Search the records for the string "position", then copy each line where it appears.

-=-=-

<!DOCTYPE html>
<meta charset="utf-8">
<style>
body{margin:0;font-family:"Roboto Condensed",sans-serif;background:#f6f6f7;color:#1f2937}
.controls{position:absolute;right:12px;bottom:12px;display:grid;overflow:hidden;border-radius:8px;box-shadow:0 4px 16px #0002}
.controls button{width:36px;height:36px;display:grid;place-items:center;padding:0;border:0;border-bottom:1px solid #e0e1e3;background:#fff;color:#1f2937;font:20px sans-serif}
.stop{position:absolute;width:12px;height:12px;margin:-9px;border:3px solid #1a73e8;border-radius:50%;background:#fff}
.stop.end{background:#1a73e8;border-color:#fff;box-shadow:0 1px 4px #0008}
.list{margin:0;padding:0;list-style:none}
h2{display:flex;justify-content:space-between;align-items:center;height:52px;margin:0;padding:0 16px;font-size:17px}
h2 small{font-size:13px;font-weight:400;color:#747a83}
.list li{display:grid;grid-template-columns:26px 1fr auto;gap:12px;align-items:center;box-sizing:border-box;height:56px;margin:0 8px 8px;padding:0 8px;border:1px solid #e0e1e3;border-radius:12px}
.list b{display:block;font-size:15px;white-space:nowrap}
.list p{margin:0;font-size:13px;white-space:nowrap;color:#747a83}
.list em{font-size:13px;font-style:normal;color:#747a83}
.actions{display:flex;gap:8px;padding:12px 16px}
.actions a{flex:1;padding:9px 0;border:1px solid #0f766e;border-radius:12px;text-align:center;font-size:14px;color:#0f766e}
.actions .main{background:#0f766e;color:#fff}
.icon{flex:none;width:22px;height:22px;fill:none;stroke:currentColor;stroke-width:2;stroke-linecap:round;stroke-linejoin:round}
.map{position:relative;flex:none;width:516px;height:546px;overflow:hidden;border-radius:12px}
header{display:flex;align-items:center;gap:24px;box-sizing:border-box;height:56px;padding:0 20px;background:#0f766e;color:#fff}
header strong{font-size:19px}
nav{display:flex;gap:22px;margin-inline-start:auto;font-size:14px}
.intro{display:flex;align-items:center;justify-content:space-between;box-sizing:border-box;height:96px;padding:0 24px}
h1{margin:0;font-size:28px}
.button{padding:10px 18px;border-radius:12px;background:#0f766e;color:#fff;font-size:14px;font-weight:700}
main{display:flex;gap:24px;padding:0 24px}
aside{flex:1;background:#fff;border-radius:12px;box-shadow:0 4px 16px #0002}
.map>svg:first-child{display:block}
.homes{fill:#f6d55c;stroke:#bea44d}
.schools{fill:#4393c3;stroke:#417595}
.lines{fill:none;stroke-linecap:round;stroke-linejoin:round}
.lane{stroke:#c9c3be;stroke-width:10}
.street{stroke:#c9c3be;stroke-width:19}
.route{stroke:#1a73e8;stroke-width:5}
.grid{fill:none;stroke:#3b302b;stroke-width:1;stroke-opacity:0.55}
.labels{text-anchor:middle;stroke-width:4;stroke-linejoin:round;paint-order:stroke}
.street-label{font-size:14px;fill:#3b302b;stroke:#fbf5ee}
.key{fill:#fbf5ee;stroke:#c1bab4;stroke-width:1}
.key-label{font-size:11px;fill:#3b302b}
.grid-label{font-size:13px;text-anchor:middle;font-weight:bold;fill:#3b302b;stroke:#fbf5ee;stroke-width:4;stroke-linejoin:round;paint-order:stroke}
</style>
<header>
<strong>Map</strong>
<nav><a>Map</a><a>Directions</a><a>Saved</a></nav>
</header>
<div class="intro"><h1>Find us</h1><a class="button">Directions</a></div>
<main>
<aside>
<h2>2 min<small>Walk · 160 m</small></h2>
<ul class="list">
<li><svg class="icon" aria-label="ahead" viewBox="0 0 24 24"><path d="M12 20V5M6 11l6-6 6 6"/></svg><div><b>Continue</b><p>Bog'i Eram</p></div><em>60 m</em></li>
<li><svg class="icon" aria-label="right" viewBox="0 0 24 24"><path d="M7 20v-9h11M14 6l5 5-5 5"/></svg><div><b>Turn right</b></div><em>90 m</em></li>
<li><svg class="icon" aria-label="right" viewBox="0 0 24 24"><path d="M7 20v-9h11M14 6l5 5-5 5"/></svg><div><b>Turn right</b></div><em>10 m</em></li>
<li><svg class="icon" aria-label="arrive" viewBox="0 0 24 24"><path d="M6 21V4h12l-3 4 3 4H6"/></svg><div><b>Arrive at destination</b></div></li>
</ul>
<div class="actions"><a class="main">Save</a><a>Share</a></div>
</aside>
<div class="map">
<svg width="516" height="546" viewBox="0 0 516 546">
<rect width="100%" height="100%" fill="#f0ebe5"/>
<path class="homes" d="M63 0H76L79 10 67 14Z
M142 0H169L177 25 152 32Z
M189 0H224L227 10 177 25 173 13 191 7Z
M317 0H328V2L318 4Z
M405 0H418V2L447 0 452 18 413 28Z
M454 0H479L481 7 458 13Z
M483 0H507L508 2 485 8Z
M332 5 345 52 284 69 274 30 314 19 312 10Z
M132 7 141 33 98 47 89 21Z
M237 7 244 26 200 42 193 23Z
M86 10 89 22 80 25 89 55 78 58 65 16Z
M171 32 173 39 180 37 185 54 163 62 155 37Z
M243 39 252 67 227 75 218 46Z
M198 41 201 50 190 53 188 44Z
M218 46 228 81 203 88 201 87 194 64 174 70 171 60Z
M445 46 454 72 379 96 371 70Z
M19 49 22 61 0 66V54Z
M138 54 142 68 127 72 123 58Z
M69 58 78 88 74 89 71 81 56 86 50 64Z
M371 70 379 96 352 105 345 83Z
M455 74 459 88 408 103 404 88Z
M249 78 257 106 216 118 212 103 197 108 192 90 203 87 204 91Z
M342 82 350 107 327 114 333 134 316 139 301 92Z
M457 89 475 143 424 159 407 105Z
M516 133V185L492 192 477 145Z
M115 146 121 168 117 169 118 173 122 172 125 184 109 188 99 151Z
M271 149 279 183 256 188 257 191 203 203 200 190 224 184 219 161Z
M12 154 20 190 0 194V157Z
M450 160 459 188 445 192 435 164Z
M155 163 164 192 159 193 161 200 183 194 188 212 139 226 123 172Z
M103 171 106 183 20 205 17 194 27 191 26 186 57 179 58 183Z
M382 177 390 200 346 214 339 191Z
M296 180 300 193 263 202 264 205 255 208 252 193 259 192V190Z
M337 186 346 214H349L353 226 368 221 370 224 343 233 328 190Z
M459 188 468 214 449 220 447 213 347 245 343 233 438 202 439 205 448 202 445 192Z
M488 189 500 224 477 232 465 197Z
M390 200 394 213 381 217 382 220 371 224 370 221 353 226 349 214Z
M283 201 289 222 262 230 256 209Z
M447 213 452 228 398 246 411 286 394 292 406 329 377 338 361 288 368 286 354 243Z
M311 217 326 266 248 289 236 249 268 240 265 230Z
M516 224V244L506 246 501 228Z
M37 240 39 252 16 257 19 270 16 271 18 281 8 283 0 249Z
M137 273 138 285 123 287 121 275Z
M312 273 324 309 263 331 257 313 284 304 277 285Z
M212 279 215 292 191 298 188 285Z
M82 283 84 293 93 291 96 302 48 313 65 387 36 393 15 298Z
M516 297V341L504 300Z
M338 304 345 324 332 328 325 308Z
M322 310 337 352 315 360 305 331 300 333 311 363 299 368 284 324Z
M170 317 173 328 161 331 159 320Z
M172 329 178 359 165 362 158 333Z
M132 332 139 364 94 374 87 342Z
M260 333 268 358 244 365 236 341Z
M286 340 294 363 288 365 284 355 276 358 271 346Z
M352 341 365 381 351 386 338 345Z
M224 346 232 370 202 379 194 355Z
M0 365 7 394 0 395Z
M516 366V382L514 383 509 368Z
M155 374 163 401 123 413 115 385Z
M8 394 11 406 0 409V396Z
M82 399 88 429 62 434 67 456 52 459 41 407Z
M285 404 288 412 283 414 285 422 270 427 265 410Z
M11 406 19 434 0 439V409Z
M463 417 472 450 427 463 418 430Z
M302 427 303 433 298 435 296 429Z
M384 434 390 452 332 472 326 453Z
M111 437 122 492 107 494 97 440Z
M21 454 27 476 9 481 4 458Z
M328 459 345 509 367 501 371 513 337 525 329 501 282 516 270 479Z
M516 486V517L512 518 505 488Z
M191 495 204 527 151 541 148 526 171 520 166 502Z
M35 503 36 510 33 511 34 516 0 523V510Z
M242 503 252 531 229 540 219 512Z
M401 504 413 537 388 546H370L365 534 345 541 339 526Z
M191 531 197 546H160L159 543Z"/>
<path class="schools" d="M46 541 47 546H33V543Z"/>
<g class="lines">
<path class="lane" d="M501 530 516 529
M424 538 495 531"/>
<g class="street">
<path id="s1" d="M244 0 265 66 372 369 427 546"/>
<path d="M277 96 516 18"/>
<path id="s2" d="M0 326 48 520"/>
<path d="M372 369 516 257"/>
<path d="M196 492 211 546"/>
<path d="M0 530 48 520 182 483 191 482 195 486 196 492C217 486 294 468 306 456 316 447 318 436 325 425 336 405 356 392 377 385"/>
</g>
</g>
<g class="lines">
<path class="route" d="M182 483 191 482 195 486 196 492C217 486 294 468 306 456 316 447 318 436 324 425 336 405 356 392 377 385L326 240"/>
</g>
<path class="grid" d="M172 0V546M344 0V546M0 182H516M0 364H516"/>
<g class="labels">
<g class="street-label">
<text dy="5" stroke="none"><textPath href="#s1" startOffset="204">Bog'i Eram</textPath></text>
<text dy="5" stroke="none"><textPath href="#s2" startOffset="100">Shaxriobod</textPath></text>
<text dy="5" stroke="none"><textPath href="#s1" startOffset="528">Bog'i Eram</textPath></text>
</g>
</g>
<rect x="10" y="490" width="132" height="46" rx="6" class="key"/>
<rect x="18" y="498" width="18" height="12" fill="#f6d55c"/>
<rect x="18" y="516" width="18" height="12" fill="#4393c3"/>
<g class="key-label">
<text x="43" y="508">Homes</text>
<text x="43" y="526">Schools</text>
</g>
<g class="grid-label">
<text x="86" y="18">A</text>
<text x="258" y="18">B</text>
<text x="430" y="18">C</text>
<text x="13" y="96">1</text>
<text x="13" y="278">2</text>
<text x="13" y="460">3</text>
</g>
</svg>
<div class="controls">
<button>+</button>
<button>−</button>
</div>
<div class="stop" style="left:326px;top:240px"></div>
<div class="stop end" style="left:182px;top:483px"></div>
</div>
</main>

-=-=-

__TASK RESULT__.
.controls{position:absolute;right:12px;bottom:12px;display:grid;overflow:hidden;border-radius:8px;box-shadow:0 4px 16px #0002}
.stop{position:absolute;width:12px;height:12px;margin:-9px;border:3px solid #1a73e8;border-radius:50%;background:#fff}
.map{position:relative;flex:none;width:516px;height:546px;overflow:hidden;border-radius:12px}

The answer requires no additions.